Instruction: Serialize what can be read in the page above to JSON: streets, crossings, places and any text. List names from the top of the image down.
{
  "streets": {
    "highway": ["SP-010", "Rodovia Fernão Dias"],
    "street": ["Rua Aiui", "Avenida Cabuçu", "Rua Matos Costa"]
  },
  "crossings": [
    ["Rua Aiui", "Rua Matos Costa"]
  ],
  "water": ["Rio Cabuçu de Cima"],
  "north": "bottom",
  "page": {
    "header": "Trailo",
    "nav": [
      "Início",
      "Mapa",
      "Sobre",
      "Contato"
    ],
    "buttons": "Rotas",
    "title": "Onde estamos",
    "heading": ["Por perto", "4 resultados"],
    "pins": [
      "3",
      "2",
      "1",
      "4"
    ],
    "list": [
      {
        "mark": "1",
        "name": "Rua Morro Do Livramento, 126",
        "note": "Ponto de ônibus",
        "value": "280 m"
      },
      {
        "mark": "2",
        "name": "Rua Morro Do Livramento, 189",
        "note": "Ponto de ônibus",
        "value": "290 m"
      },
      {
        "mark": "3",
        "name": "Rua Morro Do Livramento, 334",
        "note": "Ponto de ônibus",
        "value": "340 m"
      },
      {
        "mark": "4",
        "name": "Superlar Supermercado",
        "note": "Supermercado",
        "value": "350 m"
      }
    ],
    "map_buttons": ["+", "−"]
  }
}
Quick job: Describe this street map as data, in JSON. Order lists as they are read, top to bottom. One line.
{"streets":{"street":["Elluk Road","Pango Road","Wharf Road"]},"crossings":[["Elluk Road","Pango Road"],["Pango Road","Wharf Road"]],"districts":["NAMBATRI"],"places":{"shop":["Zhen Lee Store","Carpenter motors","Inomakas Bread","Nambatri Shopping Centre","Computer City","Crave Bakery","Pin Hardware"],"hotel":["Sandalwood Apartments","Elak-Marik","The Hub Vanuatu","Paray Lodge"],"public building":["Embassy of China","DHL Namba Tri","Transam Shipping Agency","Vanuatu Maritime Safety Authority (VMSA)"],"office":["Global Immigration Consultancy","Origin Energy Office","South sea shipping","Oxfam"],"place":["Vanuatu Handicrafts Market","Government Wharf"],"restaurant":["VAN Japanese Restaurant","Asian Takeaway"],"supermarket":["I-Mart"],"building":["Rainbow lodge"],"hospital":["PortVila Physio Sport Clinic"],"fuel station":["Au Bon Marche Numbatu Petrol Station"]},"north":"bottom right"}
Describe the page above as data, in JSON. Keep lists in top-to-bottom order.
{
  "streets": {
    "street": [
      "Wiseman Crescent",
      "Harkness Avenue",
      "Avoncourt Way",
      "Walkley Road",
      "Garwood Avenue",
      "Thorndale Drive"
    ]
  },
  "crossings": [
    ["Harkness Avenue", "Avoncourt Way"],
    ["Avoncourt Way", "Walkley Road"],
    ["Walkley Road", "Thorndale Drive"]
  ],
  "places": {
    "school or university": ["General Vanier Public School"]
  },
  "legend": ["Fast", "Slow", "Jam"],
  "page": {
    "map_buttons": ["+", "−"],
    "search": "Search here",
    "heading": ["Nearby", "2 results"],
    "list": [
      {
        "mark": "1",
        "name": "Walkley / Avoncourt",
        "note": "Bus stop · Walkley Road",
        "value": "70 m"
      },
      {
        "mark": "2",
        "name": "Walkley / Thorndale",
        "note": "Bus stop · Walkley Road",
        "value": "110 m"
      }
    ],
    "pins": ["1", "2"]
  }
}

### What you need to do
Pull every line containing the word "Supermercado" out of the material and copy it.

### Finished exercise
        "name": "Superlar Supermercado",
        "note": "Supermercado",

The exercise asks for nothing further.